Postural orthostatic tachycardia syndrome (PoTS) (7) is a type of orthostatic intolerance characterized by an excessive increase in heart rate (HR) (more than 30 beats per minute increase or actual HR over 120 beats per minute) within the first 10 min of standing. Orthostatic Hypotension (OH) is characterized by a drop in systolic BP of more than 20 mmHg (or drop in diastolic BP by more than 10 mmHg) within the first 3 min of standing. If OH is present, a diagnosis of PoTS cannot be made.
Both PoTS and OH have been noted in literature to be associated with long COVID (LC); a condition characterized by persistent symptoms, lasting greater than 12 weeks, experienced after recovering from an acute COVID-19 infection (8, 9). The common symptoms of LC are post-exertional malaise, fatigue, brain fog, pain and dizziness (10). In the UK, nearly 2 million individuals are reported with LC (11). In an average-sized medical practice in the UK, a general practitioner can anticipate having approximately 65 patients affected with LC (12, 13).

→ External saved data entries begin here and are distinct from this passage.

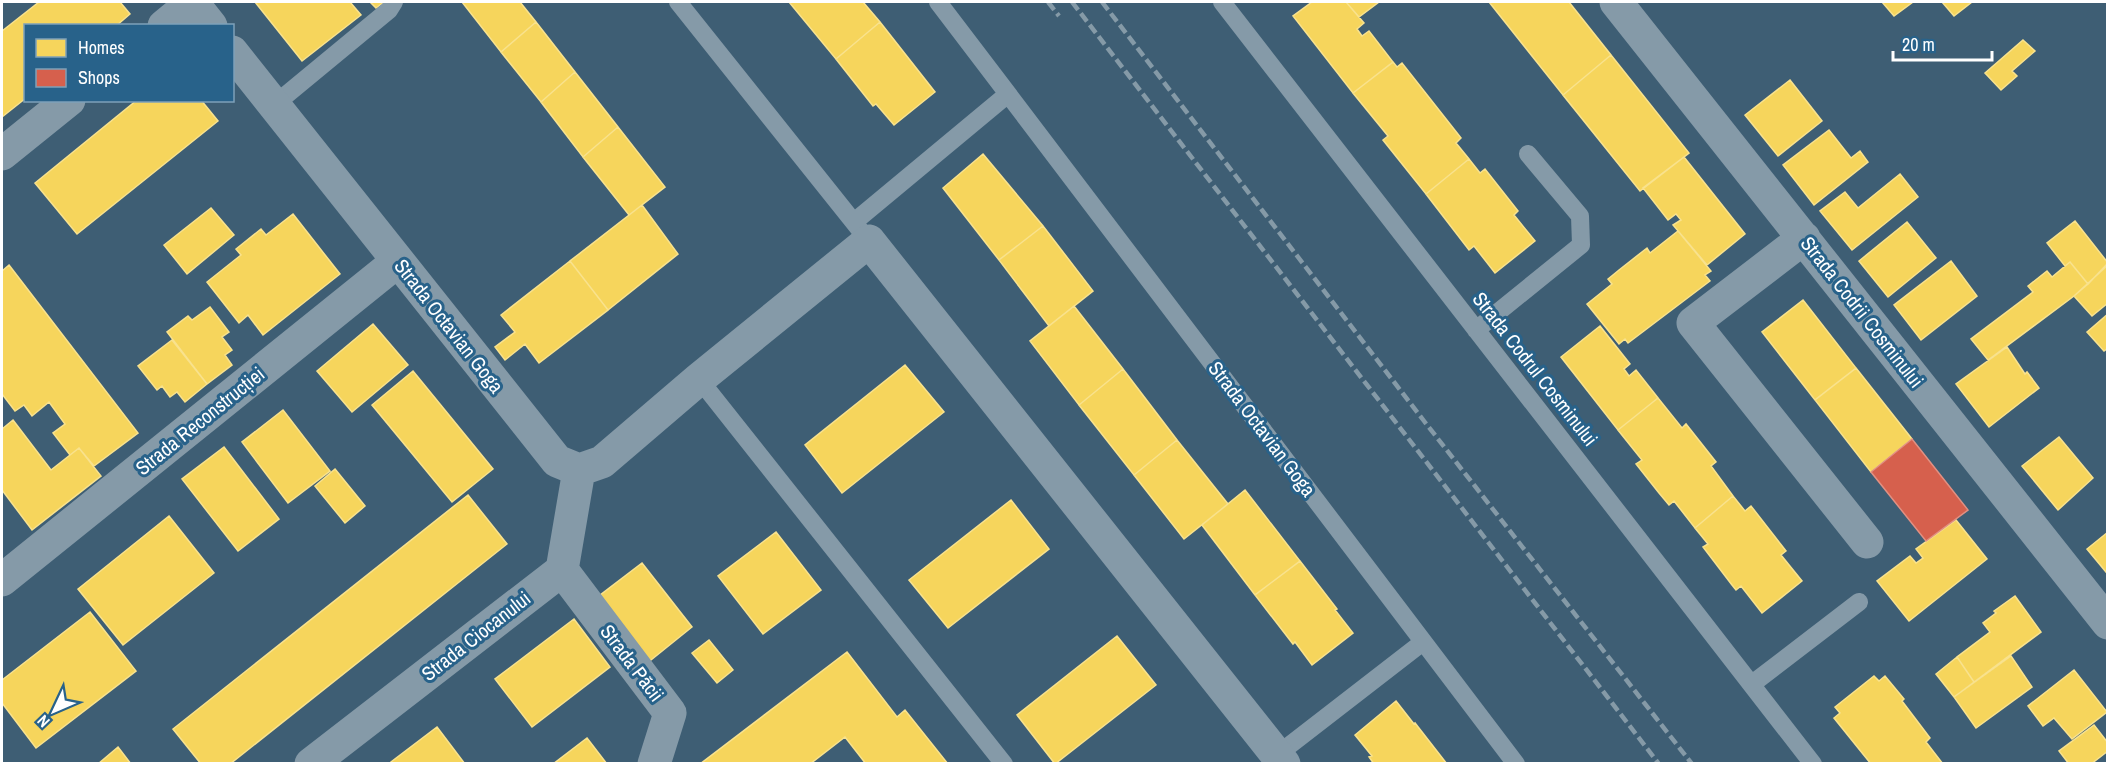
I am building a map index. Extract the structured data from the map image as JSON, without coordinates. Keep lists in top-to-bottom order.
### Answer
{
  "streets": {
    "street": [
      "Strada Codrii Cosminului",
      "Strada Octavian Goga",
      "Strada Reconstrucției",
      "Strada Ciocanului",
      "Strada Păcii"
    ],
    "lane": ["Strada Codrul Cosminului"]
  },
  "crossings": [
    ["Strada Octavian Goga", "Strada Reconstrucției"],
    ["Strada Ciocanului", "Strada Păcii"]
  ],
  "legend": ["Homes", "Shops"],
  "scale_bar": "20 m",
  "north": "bottom left"
}
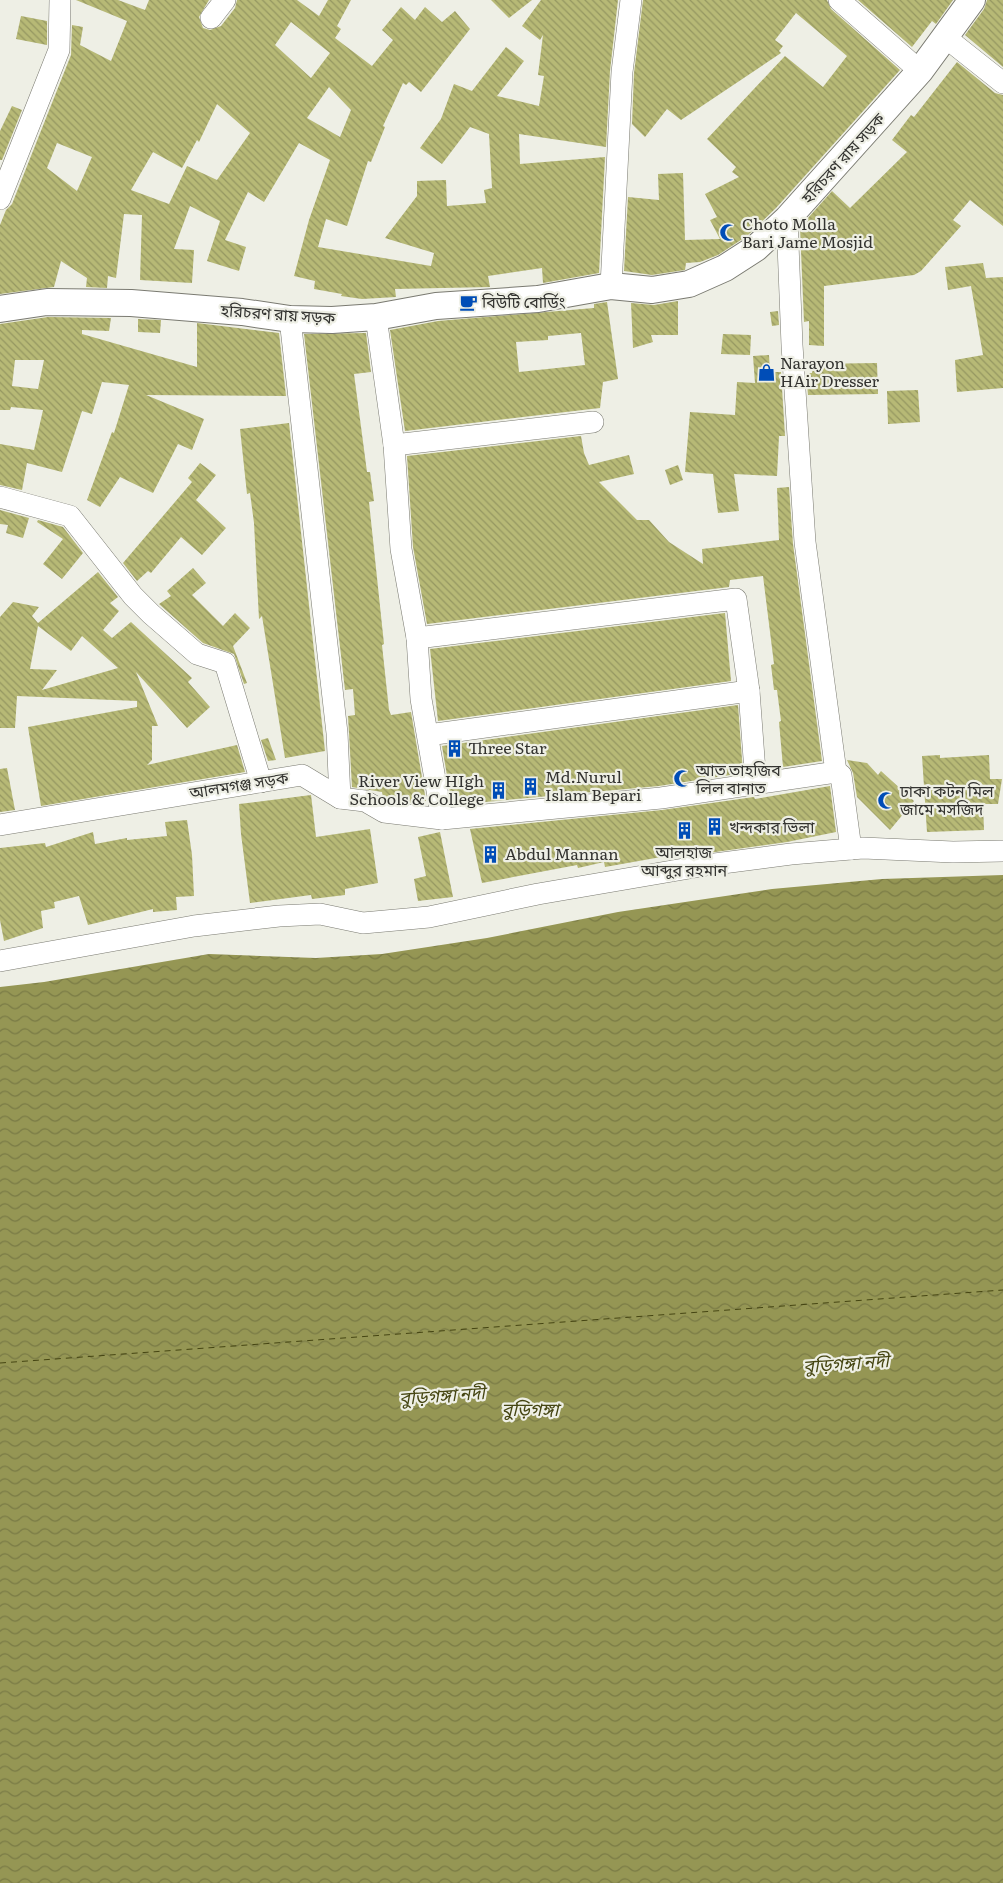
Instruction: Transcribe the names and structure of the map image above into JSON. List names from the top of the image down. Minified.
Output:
{"streets":{"main road":["হরিচরণ রায় সড়ক"],"street":["আলমগঞ্জ সড়ক"]},"water":["বুড়িগঙ্গা নদী","বুড়িগঙ্গা"],"places":{"mosque":["Choto Molla Bari Jame Mosjid","আত তাহজিব লিল বানাত","ঢাকা কটন মিল জামে মসজিদ"],"cafe":["বিউটি বোর্ডিং"],"shop":["Narayon HAir Dresser"],"building":["Three Star","Md.Nurul Islam Bepari","River View HIgh Schools & College","খন্দকার ভিলা","আলহাজ আব্দুর রহমান","Abdul Mannan"]}}
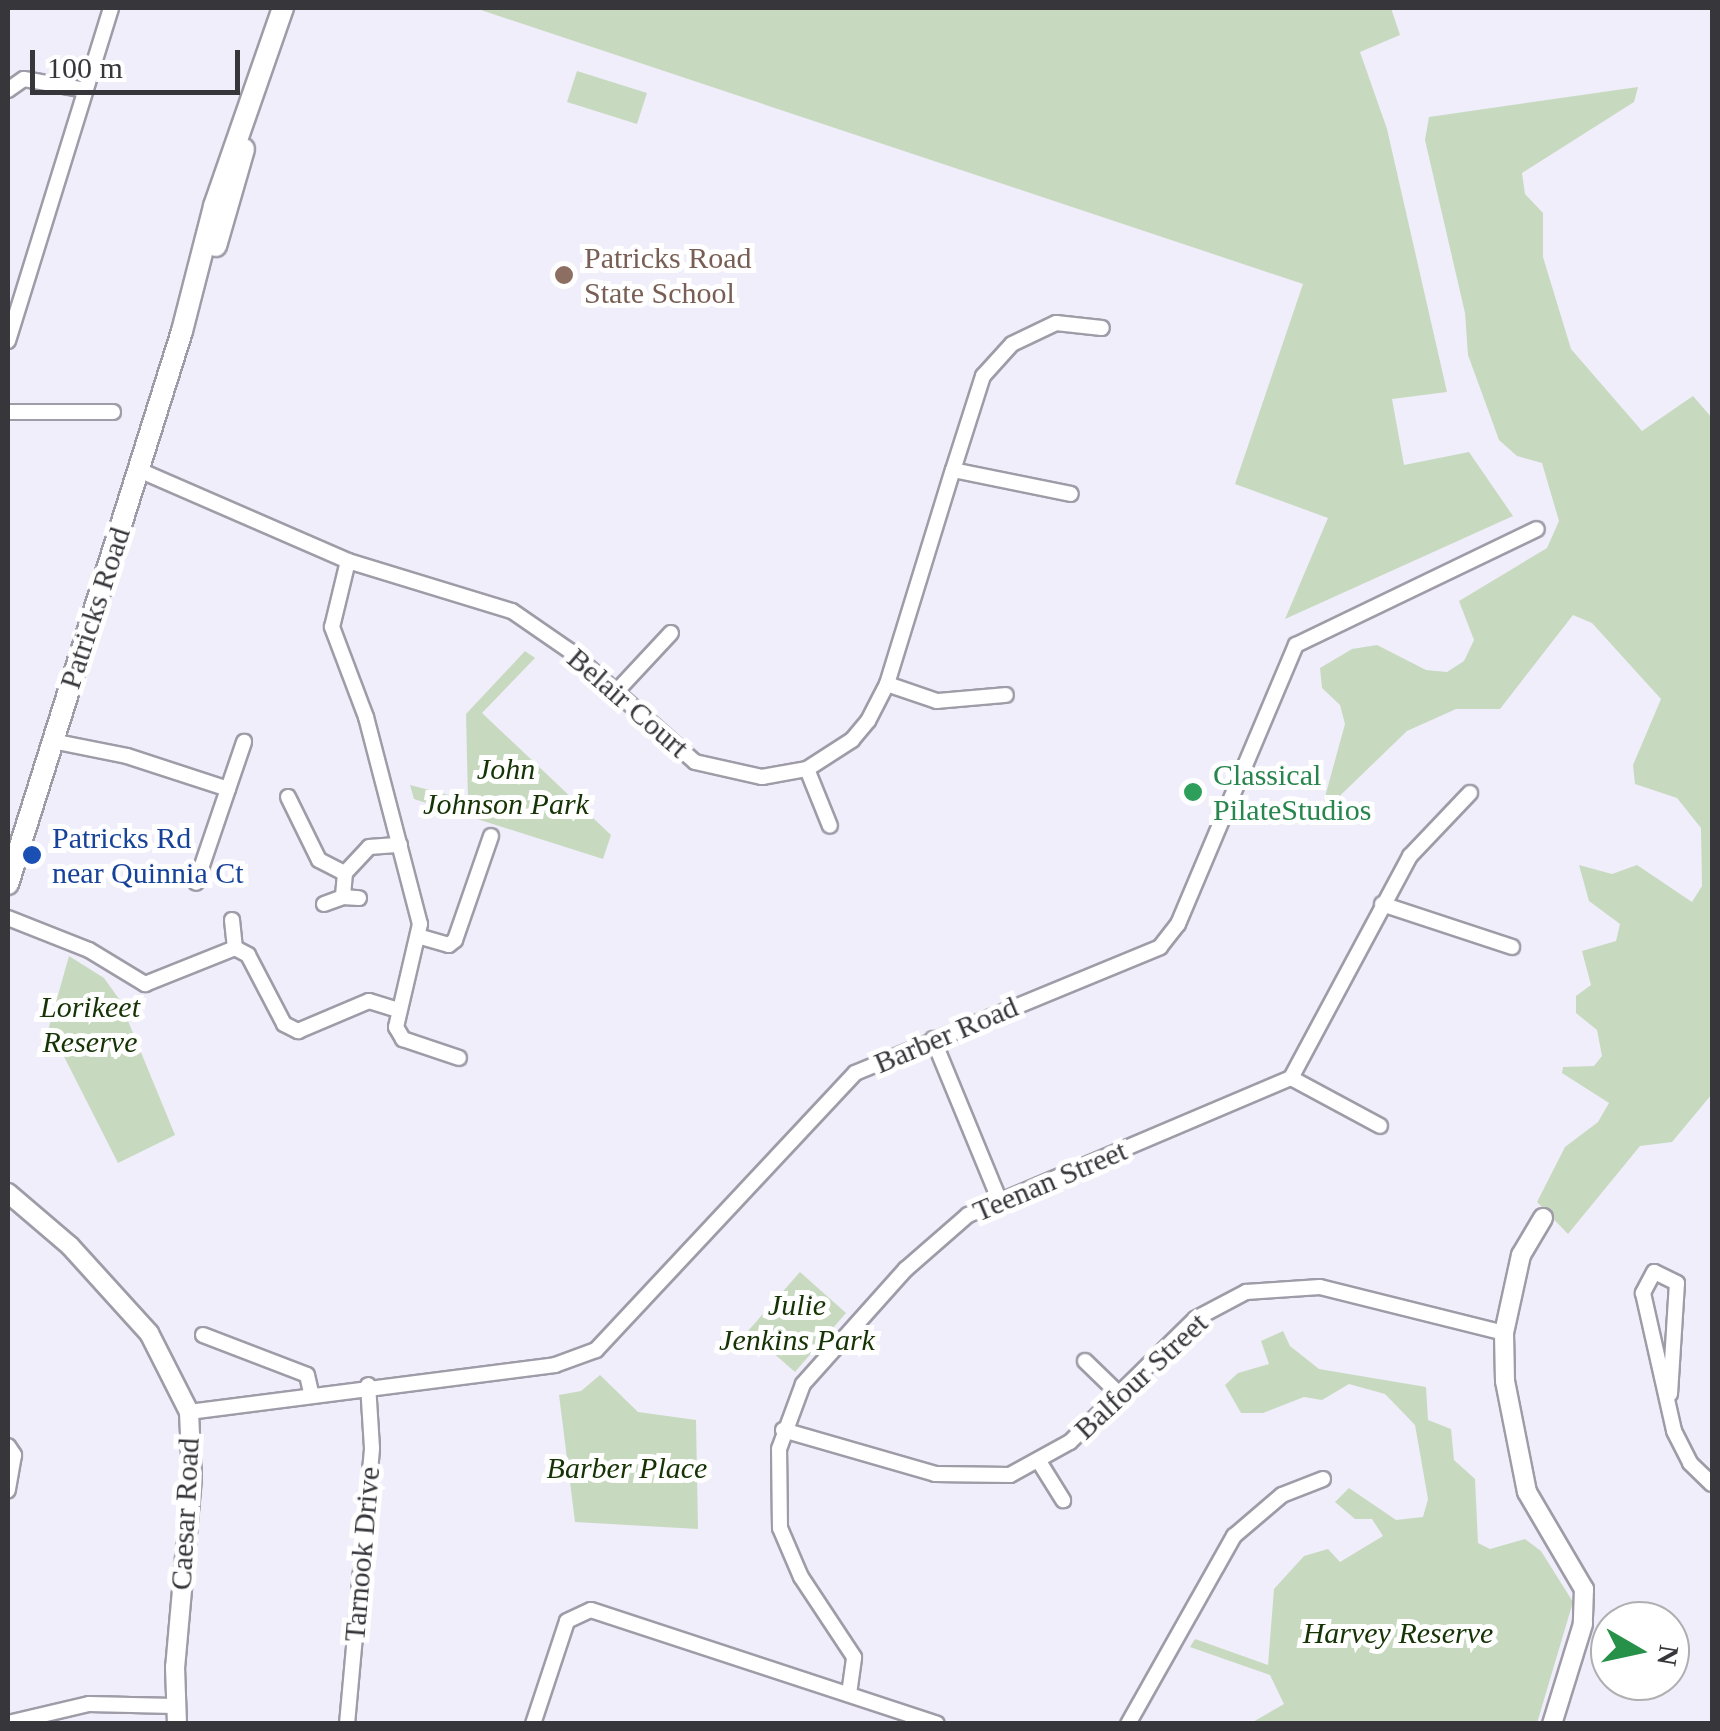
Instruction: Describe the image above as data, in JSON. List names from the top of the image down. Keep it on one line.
{"streets":{"main road":["Patricks Road"],"street":["Belair Court","Barber Road","Teenan Street","Balfour Street","Caesar Road","Tarnook Drive"]},"crossings":[["Patricks Road","Belair Court"],["Barber Road","Caesar Road"],["Barber Road","Tarnook Drive"],["Teenan Street","Balfour Street"]],"parks":["John Johnson Park","Lorikeet Reserve","Julie Jenkins Park","Barber Place","Harvey Reserve"],"places":["Patricks Road State School","Classical PilateStudios","Patricks Rd near Quinnia Ct"],"scale_bar":"100 m","north":"right"}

One of the plausible mechanisms in LC is dysautonomia; a term that refers to the dysfunction of the autonomic nervous system (ANS) (14, 15), which regulates involuntary bodily functions such as heart rate, blood pressure, digestion, sweating and temperature. Dysautonomia can have various causes, such as infections, autoimmune diseases, genetic disorders, or trauma (16). PoTS and OH are the common dysautonomia syndromes of the cardiovascular system (17–19).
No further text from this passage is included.